CUDA Simulation and GLSL Visualization



INTRODUCTION

The goal of this project was to leverage the power of GPU in N-body simulations, especially those which require N^2 queries at every step of the simulation. Inter-body forces usually require calculating contributions from each body on every other body. To this end, there are two parts of this project.

Part1 simulates gravitational forces between planets, and Part2 simulates flocking-like group behaviors.

PART 1: CUDA NBody Simulation


FEATURES:

  • Full N-body inter-body gravitational forces
  • Simulation implemented with a naive and shared memory approach
  • Vertex shader code to render a height field
  • Fragment shader code to light that height field
  • Geometry shader code to create screen facing billboards from rendered points
  • Fragment shader code to render those billboards like colorful spheres with simple diffuse shading
  • RK4 (Runge Kutta) and Euler numerical integration methods

BUILDING AND RUNNING

Change the following to run the code with different settings

//Control the number of bodies in the simulation
//main.cpp (line 7)
#define N_FOR_VIS 25
//Settings for shared memory and RK4
//kernel.h (line 17)
#define SHARED 1
#define RK4 0

SHARED MEMORY IMPLEMENTATION

Before I go into the shared memory approach, I would like to quickly state the naive way to do this,

Launch a thread on the GPU for each body bi
    (In each thread)
    totalInteractionForce = 0
    for all N bodies
        calculate force fij from body bj on bi
        totalInteractionForce += fij

An important point to note is that at each time step, the calculation of all the forces is done based on the snapshot of the state from previous frame. Hence, we can do the calculations in parallel, where each body's calculation is independent of others.

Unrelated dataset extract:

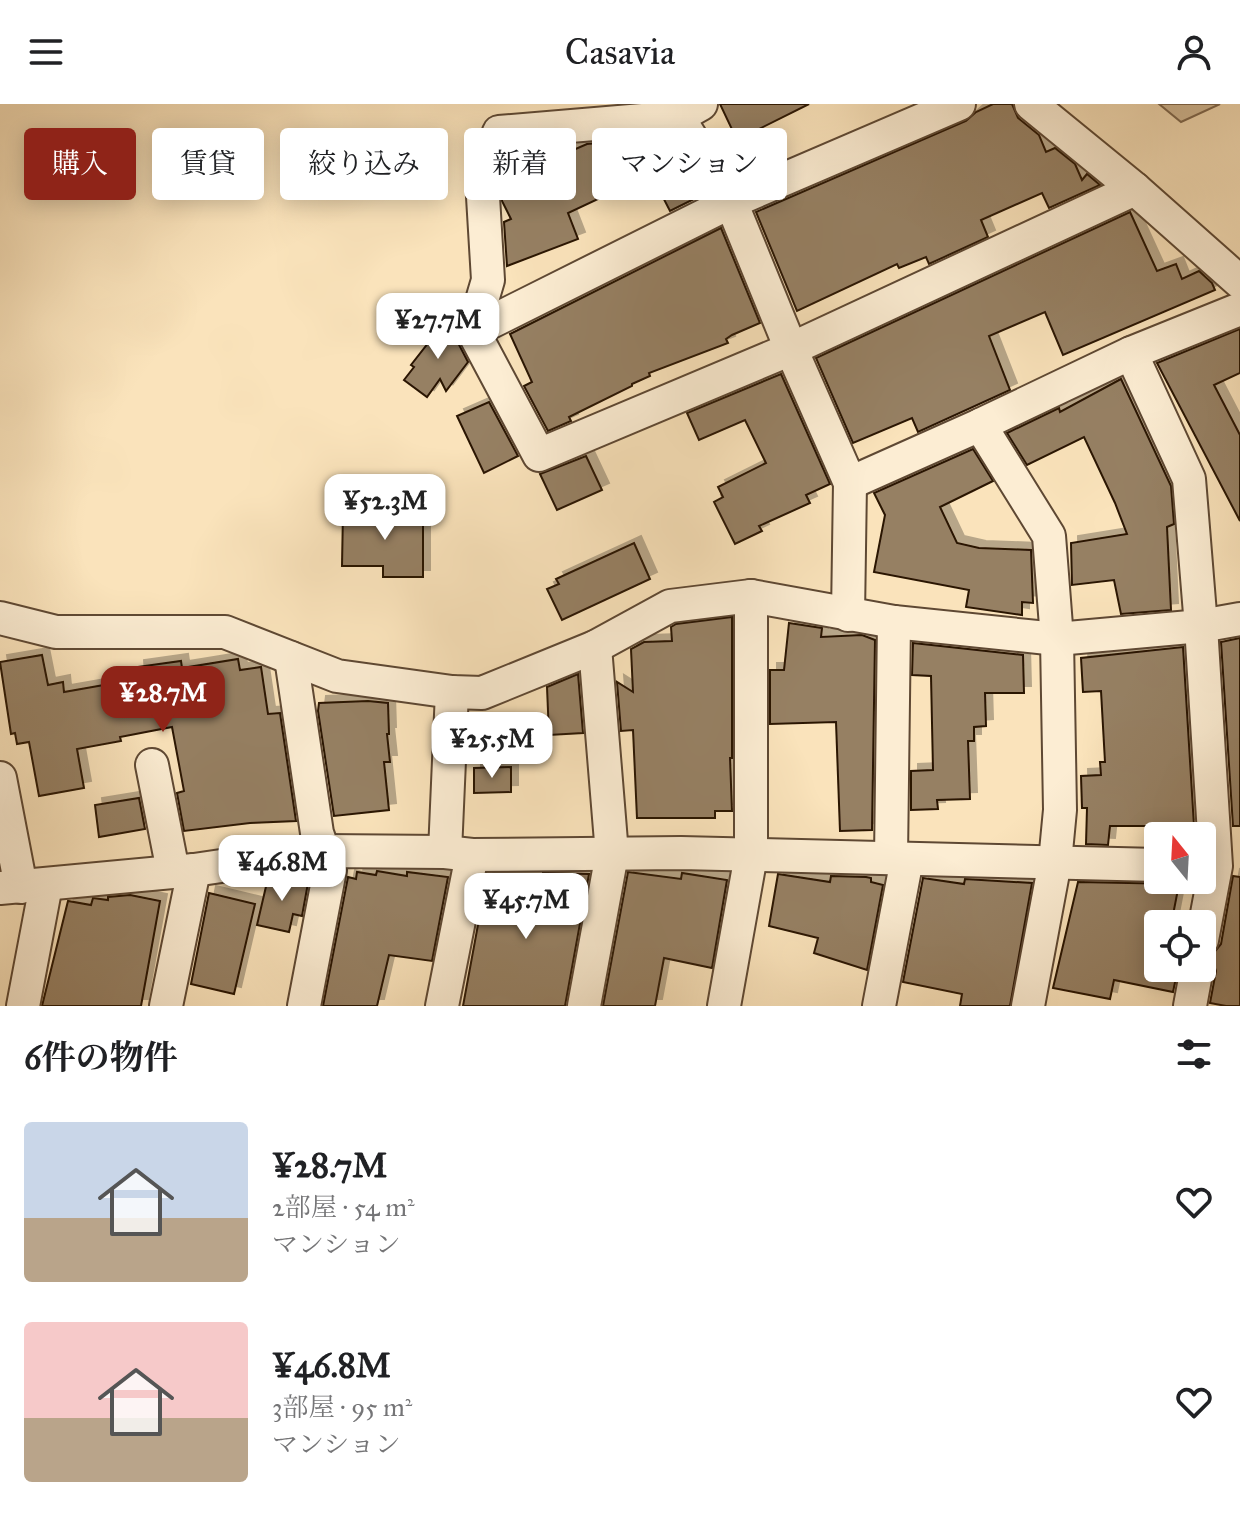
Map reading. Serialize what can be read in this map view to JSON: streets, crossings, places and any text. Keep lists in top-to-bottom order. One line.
{"north":"top","page":{"header":"Casavia","chip":["購入","賃貸","絞り込み","新着","マンション"],"price":["¥27.7M","¥52.3M","¥28.7M","¥25.5M","¥46.8M","¥45.7M"],"heading":"6件の物件","list":[{"name":"¥28.7M","note":"2部屋 · 54 m² · マンション"},{"name":"¥46.8M","note":"3部屋 · 95 m² · マンション"}]}}
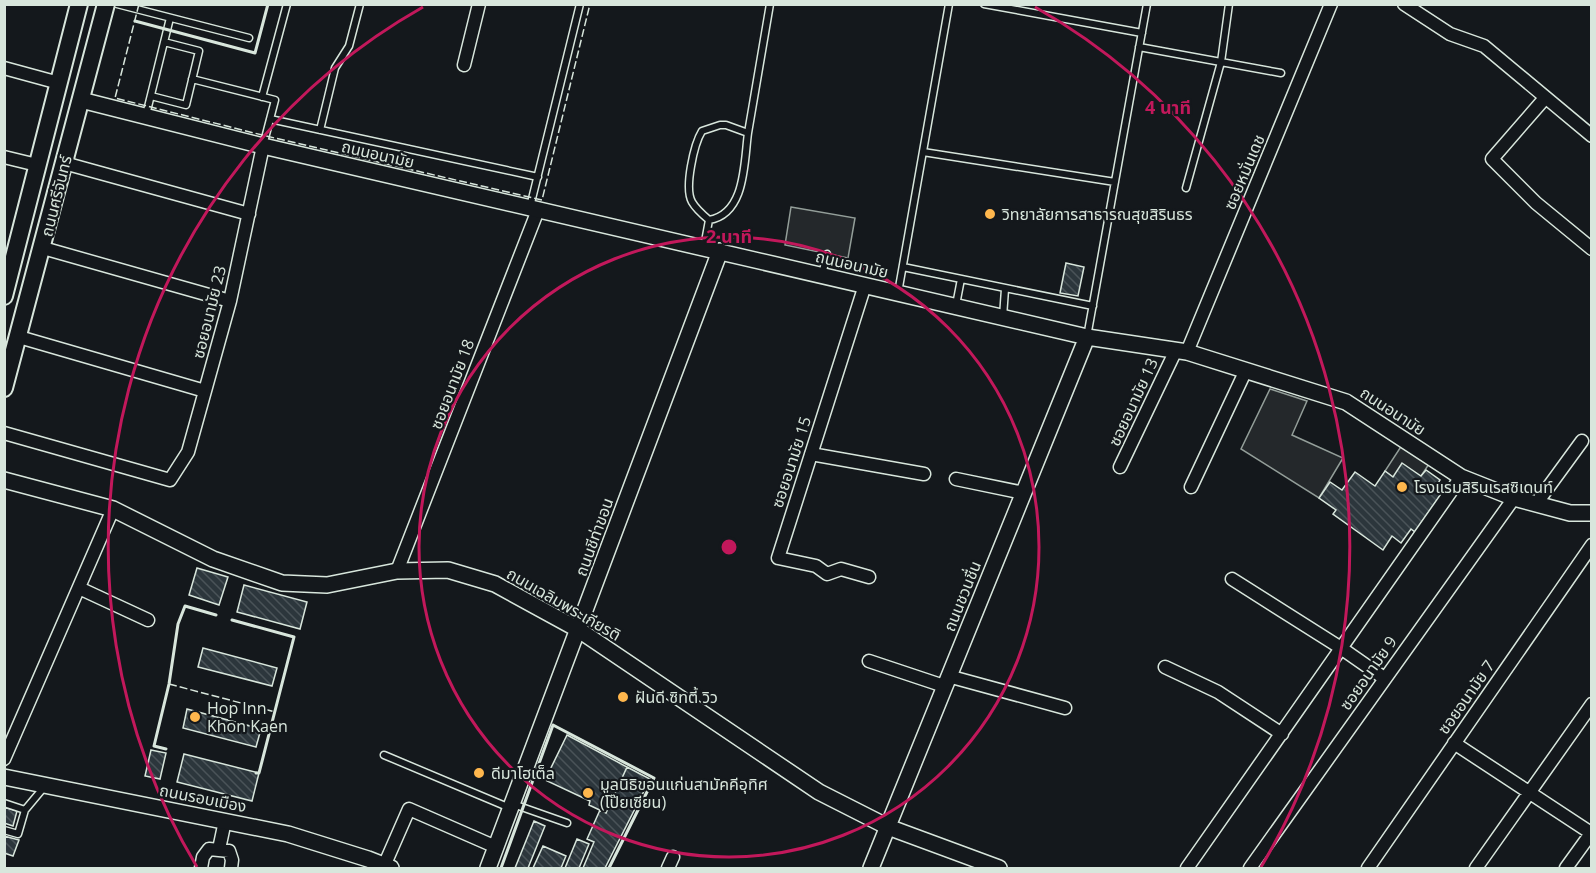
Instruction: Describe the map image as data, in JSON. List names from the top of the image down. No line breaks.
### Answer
{"streets":{"main road":["ถนนศรีจันทร์"],"street":["ถนนอนามัย","ซอยหมั่นเดช","ซอยอนามัย 23","ซอยอนามัย 18","ซอยอนามัย 13","ซอยอนามัย 15","ถนนชีท่าขอน","ถนนชวนชื่น","ถนนเฉลิมพระเกียรติ","ซอยอนามัย 9","ซอยอนามัย 7","ถนนรอบเมือง"]},"crossings":[["ถนนอนามัย","ซอยหมั่นเดช"],["ถนนอนามัย","ถนนศรีจันทร์"],["ถนนอนามัย","ซอยอนามัย 23"],["ถนนอนามัย","ซอยอนามัย 18"],["ถนนอนามัย","ซอยอนามัย 13"],["ถนนอนามัย","ซอยอนามัย 15"],["ถนนอนามัย","ถนนชีท่าขอน"],["ถนนอนามัย","ถนนชวนชื่น"],["ถนนอนามัย","ซอยอนามัย 9"],["ซอยหมั่นเดช","ซอยอนามัย 13"],["ซอยอนามัย 18","ถนนเฉลิมพระเกียรติ"],["ถนนชีท่าขอน","ถนนเฉลิมพระเกียรติ"],["ถนนชวนชื่น","ถนนเฉลิมพระเกียรติ"]],"places":["วิทยาลัยการสาธารณสุขสิรินธร","โรงแรมสิรินเรสซิเดนท์","ฝันดี ซิทตี้ วิว","Hop Inn Khon Kaen","ดีมาโฮเต็ล","มูลนิธิขอนแก่นสามัคคีอุทิศ (โป๊ยเซียน)"],"rings":["4 นาที","2 นาที"]}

Though the above approach is massively parallel, the memory access on the GPU is all over the place. If we can access memory in a "good" manner, we can hope to get better performance. One such technique is to use shared memory.

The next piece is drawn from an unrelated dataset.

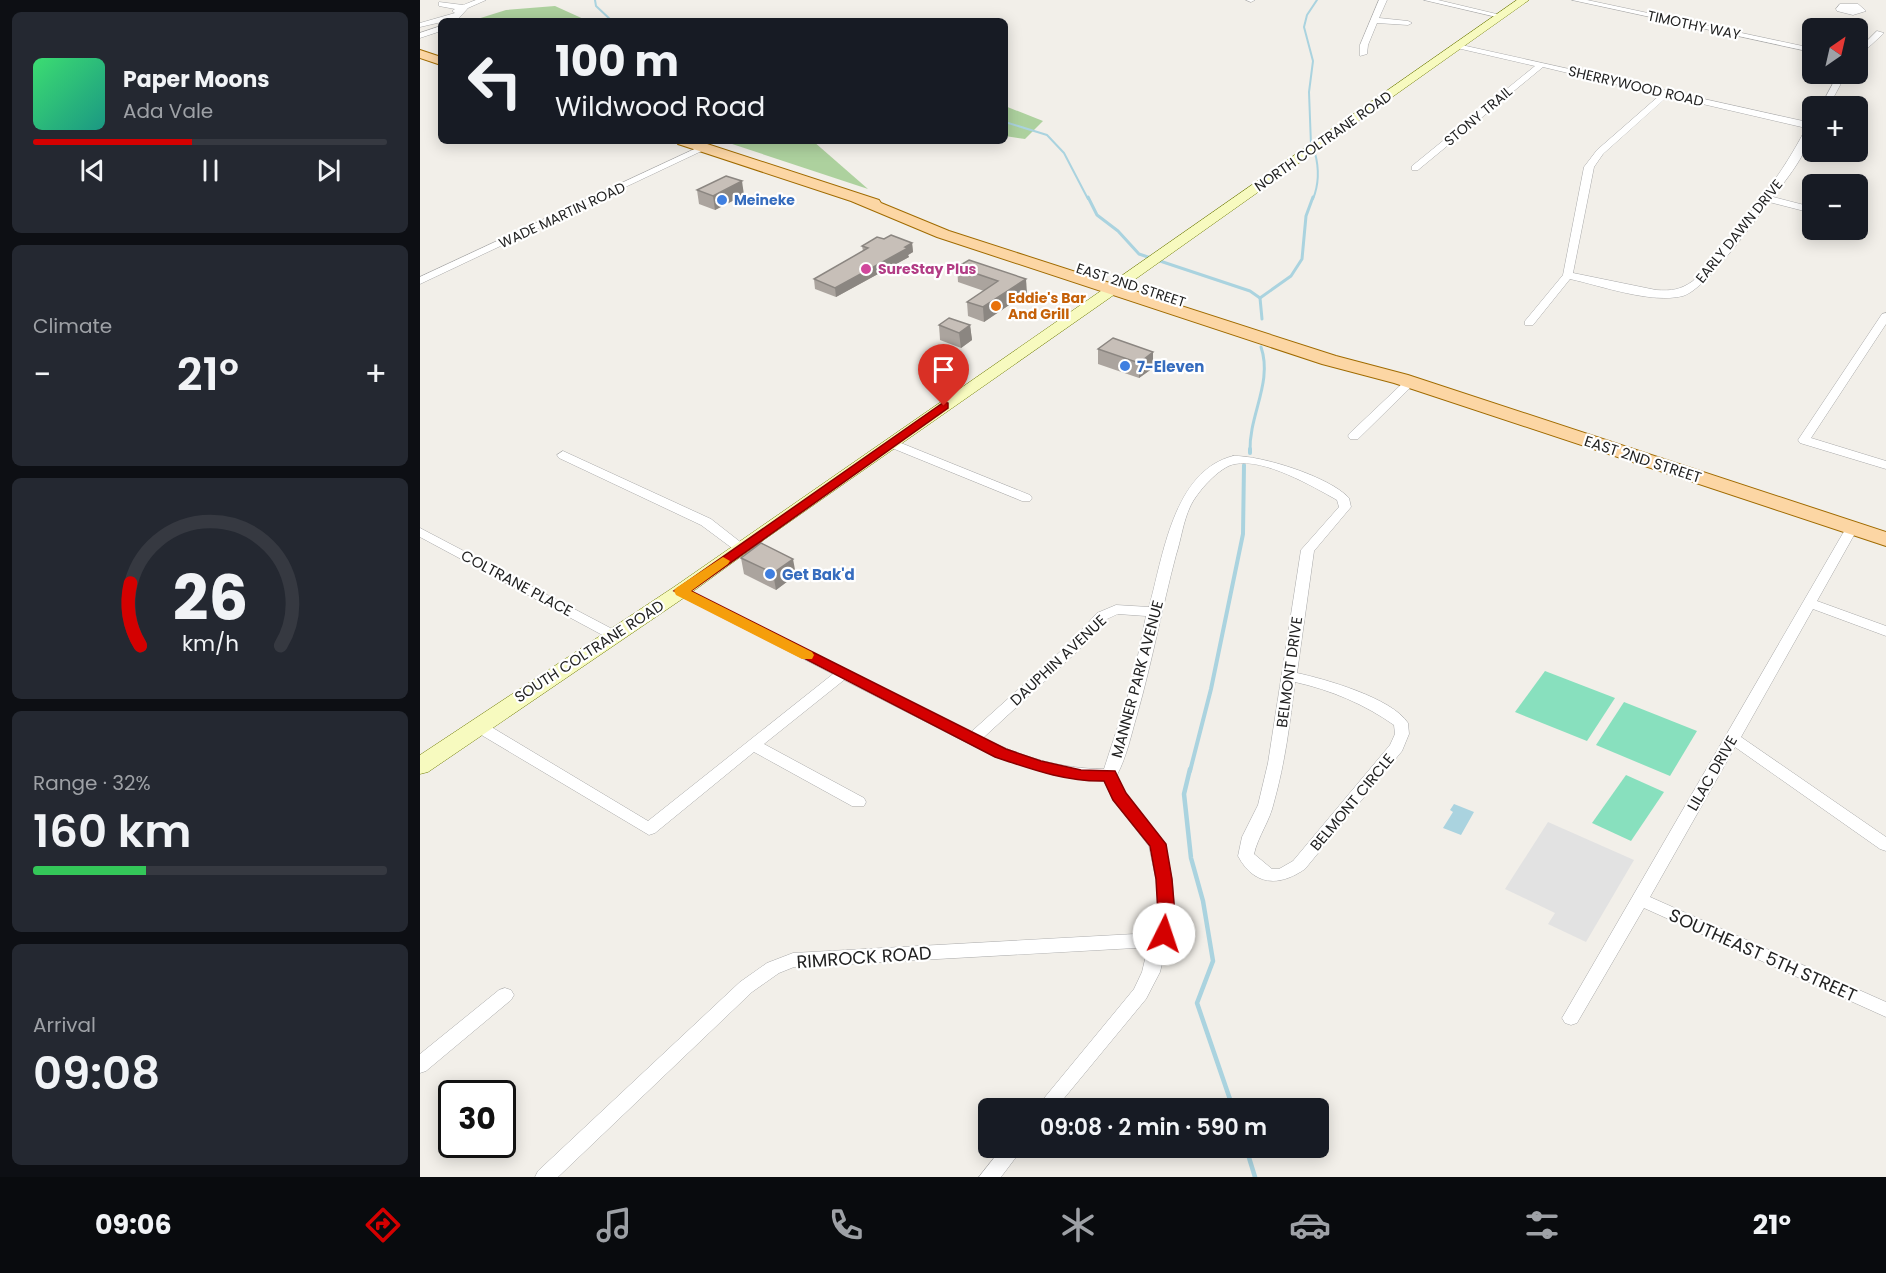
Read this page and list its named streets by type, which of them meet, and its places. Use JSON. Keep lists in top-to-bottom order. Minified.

Launch a thread on the GPU for each body bi
Based on a pre-determined tile size, determine the number of tiles needed to cover the global memory array
(in each block)
  Foreach tile in tiles
   load a tile from global memory into shared memory
   __syncthreads
   Foreach thread in the block
    Accumulate the forces on body bi from the current tile
   __syncthreads
   
  return accumulatedForce

The most important part is to remember to sync the threads, once after loading a tile into shared memory and once after the current tile has been utilized by all the threads in the block. It is much faster to access data from shared memory than global memory, and since every thread walks down sequentially on a tile, we end up getting better performance.


SCREENSHOTS

25 planets orbiting around the center.

An interesting aspect of the render is that these planets are billboards and have been shaded to simulate spheres

alt tag

PART 2: Flocking


FEATURES

  • Simulation of two categories of group behaviours

    • N-body behaviors: Arrival, Departure
    • N^2 body behaviors: Alignment, Separation, Cohesion, Flocking
  • The N-body behaviors are implemented simply with each thread responsible for a body and accepting a target position.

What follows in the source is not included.